Raw invokes Number of virtual method calls on reference annotated as Raw.
NN invokes Number of virtual method calls on reference annotated as NonNull.
MBN invokes Number of virtual method calls on reference annotated as Nullable.
invokes Raw Number of method calls that return values annotated as Raw.
invokes NN Number of method calls that return values annotated as NonNull.
invokes MBN Number of method calls that return values annotated as Nullable.
total arguments Total number of actual arguments taken into account (i.e. value of type reference that have been passed as arguments of method calls taken in account). Note: Total arguments = Raw arguments + MBN arguments)
Raw arguments Number of arguments that are annotated as Raw.
MBN arguments Number of arguments that are annotated as Nullable.
total getfields Total number of field readings taken into account. Note: Total getfields = getfields on MBN + getfields on Raw + getfields on NN.
getfields on MBN Number of field reading on values annotated as Nullable.
getfields on Raw Number of field readings on values annotated as Raw.
getfields of MBN Number of field readings that have return values annotated as Nullable.
getfields of RAW Number of field readings that have return values annotated as Raw.
getfields of NN Number of field readings that have return values annotated as NonNull.
total putfields Total number of field writings that have been taken into account. Note: Total putfields = putfields on MBN + putfields on Raw + putfields on NN.
putfields on MBN Number of field writings on values annotated as Nullable.
putfields on RAW Number of field writings on values annotated as Raw.
putfields of MBN Number of field writings where written values are annotated as Nullable.
putfields of RAW Number of field writings where written values are annotated as Raw.
putfields of NN Number of field writings where written values are annotated as NonNull.
total parameters Total number of formal parameters taken into account (i.e. formal parameters of type reference of methods (virtual or static) that have been taken into account).Note: Total parameters = MBN parameters + Raw parameters + NN parameters.
MBN parameters Number of formal parameters annotated as Nullable.
Raw parameters Number of formal parameters annotated as Raw.

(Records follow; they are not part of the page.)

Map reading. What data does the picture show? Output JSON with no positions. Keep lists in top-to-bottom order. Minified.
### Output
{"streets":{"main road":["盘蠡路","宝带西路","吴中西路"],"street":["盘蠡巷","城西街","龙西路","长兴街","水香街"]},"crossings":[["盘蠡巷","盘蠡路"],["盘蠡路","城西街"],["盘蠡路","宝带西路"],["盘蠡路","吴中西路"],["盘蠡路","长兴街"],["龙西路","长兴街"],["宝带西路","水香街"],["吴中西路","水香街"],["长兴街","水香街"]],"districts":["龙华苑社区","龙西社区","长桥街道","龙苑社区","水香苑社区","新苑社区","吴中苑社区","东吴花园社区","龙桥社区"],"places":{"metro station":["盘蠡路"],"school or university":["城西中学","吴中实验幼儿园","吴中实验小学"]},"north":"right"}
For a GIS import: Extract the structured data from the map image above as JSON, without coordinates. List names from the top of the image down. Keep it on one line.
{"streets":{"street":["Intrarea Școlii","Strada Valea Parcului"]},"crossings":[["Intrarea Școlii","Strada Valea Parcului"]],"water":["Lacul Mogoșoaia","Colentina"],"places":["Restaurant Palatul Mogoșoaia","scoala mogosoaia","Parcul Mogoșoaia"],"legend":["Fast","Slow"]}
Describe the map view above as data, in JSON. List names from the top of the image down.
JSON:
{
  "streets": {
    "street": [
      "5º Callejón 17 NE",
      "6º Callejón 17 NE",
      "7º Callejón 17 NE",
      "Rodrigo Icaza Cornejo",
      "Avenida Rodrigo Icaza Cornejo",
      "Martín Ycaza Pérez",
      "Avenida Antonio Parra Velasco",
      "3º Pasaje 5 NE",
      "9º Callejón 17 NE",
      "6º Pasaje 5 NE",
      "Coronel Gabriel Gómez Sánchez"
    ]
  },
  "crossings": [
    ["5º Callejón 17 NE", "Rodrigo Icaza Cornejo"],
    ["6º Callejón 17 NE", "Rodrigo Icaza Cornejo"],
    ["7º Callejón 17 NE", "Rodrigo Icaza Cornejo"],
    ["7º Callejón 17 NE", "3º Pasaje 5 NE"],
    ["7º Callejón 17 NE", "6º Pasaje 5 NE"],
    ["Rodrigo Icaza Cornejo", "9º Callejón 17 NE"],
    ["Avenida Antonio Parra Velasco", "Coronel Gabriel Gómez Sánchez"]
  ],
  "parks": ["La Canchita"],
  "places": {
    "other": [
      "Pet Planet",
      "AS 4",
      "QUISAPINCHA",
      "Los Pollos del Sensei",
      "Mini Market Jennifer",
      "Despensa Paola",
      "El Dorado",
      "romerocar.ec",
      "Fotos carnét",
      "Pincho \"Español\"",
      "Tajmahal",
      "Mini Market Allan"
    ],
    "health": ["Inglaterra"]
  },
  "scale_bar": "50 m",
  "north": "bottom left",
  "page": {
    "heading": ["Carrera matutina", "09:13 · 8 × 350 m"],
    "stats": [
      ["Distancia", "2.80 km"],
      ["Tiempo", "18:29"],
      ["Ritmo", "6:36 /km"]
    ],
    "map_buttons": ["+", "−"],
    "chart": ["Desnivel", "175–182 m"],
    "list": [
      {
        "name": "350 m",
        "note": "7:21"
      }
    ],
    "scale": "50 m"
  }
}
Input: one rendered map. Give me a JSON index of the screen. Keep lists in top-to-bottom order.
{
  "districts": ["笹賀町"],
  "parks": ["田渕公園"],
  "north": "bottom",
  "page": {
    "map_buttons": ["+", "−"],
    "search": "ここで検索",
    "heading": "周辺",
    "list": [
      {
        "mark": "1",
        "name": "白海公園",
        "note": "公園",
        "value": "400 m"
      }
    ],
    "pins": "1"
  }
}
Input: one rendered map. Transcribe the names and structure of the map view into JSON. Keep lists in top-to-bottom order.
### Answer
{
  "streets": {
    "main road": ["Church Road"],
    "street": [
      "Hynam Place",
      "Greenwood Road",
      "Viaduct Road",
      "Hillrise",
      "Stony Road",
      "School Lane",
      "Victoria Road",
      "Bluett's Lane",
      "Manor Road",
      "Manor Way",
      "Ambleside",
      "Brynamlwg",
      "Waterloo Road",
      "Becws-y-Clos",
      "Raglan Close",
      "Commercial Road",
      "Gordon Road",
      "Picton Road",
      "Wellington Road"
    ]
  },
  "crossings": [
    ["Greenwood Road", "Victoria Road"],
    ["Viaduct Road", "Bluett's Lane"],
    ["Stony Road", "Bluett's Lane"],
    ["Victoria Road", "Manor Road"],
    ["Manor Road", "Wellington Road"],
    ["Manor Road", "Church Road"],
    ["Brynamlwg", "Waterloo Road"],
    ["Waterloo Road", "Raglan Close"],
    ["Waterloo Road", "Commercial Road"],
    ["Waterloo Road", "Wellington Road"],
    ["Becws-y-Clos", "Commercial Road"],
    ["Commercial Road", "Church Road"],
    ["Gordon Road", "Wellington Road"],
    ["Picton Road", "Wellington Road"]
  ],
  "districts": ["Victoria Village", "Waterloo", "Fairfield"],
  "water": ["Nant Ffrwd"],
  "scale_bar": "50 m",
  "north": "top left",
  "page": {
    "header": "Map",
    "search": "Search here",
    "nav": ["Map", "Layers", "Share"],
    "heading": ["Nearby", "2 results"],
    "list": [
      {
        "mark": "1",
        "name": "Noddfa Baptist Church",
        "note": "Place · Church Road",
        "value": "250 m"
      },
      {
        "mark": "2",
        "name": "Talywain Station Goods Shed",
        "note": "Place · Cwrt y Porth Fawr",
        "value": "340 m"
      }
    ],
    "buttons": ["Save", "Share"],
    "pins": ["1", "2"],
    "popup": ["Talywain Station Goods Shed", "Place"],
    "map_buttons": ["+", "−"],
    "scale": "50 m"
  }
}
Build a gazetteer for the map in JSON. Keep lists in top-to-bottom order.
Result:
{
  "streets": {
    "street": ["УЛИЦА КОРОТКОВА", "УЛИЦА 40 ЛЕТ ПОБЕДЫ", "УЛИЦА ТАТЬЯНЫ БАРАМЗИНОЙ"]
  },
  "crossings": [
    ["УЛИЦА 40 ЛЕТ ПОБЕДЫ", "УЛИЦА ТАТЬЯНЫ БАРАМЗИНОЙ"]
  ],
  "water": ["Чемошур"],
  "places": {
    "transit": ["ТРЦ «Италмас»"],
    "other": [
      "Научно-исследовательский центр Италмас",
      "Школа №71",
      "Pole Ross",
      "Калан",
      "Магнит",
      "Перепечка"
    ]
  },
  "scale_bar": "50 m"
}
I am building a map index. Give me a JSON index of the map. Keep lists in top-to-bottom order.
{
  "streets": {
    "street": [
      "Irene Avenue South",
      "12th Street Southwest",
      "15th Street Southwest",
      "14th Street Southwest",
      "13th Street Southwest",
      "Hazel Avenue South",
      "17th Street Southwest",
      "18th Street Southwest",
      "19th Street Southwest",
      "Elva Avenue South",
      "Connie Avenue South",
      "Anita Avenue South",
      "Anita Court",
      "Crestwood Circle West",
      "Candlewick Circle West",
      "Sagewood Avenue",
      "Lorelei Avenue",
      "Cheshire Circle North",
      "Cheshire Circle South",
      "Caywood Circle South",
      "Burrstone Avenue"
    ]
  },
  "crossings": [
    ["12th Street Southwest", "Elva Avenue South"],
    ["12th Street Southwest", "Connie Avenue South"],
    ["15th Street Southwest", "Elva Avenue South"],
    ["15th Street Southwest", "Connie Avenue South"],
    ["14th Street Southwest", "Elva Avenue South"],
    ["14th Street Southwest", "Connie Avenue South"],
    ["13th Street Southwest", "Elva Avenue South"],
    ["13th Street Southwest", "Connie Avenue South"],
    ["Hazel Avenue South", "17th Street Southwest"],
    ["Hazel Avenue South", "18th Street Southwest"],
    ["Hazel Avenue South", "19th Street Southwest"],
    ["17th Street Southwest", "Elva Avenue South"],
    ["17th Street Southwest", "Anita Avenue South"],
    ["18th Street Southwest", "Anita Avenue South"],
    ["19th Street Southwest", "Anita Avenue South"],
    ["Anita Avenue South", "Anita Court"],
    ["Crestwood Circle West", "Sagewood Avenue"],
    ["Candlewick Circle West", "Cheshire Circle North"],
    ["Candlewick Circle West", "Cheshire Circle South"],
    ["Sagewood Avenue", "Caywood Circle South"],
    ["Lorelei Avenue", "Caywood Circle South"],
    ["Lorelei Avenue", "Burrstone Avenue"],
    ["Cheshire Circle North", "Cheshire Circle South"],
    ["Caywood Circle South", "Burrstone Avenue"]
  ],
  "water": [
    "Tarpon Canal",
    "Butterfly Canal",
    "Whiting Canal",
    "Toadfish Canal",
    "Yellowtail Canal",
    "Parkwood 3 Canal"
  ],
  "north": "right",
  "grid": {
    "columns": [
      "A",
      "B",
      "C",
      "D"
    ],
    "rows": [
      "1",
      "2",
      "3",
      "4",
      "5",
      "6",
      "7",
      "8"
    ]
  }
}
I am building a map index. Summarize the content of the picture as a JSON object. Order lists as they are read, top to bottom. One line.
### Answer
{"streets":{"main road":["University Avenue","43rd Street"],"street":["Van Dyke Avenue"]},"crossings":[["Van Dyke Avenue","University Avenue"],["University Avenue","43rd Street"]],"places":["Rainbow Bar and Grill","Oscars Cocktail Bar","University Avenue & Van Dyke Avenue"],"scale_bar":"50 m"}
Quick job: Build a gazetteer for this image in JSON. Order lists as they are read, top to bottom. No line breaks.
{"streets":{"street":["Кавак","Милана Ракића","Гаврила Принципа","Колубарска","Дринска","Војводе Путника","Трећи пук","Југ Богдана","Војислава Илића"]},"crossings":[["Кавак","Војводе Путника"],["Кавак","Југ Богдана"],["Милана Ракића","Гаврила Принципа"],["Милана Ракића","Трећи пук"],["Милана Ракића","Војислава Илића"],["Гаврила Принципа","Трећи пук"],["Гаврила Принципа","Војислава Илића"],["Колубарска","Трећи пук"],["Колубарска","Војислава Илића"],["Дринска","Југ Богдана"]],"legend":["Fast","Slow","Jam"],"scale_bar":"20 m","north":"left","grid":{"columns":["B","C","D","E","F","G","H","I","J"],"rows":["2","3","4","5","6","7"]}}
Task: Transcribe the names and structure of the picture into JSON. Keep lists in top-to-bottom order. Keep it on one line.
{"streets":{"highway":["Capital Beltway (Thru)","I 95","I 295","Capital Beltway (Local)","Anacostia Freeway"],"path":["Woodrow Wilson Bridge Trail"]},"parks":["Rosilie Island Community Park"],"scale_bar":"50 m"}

total return Total number of return annotations taken into account (i.e. one for each method taken in account if the return type of the method is of type reference). Note: Total return = MBN return + NN return.
MBN return Number of returns annotated as Nullable.
Raw return Number of returns annotated as Raw.
MBN ArrayLoad Number of array loads on array references annotated as Nullable.
NN ArrayLoad Number of array loads on array references annotated as NonNull or Raw.
MBN ArrayStore Number of array stores on array references annotated as Nullable.
NN ArrayStore Number of array stores on array references annotated as NonNull or Raw.
MBN ArrayLength Number of arraylength instructions on array references annotated as Nullable.
NN ArrayLoad Number of arraylength instructions on array references annotated as NonNull or Raw.
Mem usage (MB) Maximum quantity of memory used by the process during its whole life in megabytes.
Time (s) Quantity of CPU time used by or for the process (user time and system time) in seconds.
Version A string with the compile-time options that were used when building the program and the command line arguments given for that execution. (The version is to identify the statistics, not the software version.)